:: Task to carry out ::
Go through the entries below and collect each line with the string "names" in it.

:: Exercise inputs ::

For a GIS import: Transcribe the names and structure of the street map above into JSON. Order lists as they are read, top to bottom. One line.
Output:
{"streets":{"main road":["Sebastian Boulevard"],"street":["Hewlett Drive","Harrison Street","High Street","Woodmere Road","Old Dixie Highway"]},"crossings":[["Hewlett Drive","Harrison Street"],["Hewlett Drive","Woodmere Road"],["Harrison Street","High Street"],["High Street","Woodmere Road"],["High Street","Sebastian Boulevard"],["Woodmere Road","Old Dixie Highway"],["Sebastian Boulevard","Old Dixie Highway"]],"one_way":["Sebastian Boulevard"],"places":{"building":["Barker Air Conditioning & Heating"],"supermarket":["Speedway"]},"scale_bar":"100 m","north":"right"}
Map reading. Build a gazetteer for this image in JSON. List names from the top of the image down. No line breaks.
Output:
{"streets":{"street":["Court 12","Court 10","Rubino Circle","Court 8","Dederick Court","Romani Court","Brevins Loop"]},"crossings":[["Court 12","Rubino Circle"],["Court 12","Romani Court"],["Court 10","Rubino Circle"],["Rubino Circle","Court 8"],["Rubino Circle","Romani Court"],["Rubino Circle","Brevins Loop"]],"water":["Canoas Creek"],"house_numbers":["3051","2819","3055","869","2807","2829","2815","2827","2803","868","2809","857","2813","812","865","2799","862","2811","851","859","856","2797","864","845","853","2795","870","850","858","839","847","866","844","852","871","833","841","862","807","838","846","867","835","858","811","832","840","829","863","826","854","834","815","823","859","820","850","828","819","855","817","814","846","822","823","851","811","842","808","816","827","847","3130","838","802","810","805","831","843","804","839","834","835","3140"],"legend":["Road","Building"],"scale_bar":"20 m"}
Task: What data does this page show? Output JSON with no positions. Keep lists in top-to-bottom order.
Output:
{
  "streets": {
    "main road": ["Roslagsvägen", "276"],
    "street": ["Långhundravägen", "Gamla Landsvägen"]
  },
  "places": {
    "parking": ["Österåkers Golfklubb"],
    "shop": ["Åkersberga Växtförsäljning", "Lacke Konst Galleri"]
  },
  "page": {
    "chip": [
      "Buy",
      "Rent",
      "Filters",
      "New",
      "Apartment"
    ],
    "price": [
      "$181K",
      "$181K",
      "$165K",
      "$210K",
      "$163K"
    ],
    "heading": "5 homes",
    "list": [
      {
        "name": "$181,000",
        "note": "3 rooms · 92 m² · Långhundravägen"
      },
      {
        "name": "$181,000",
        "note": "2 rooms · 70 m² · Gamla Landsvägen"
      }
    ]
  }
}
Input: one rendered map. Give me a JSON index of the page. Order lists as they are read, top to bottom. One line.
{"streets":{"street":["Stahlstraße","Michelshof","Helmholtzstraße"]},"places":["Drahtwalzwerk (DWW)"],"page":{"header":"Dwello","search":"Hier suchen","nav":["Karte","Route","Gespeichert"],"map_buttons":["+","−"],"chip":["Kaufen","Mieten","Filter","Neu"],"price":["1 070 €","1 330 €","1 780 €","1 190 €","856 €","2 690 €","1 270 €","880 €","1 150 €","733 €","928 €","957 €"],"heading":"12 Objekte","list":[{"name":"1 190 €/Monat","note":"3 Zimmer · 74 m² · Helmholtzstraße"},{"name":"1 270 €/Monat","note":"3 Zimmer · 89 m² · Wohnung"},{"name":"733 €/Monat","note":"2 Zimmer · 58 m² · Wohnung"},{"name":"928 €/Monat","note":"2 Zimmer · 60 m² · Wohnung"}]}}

:: Your response ::
For a GIS import: Transcribe the names and structure of the street map above into JSON. Order lists as they are read, top to bottom. One line.
Map reading. Build a gazetteer for this image in JSON. List names from the top of the image down. No line breaks.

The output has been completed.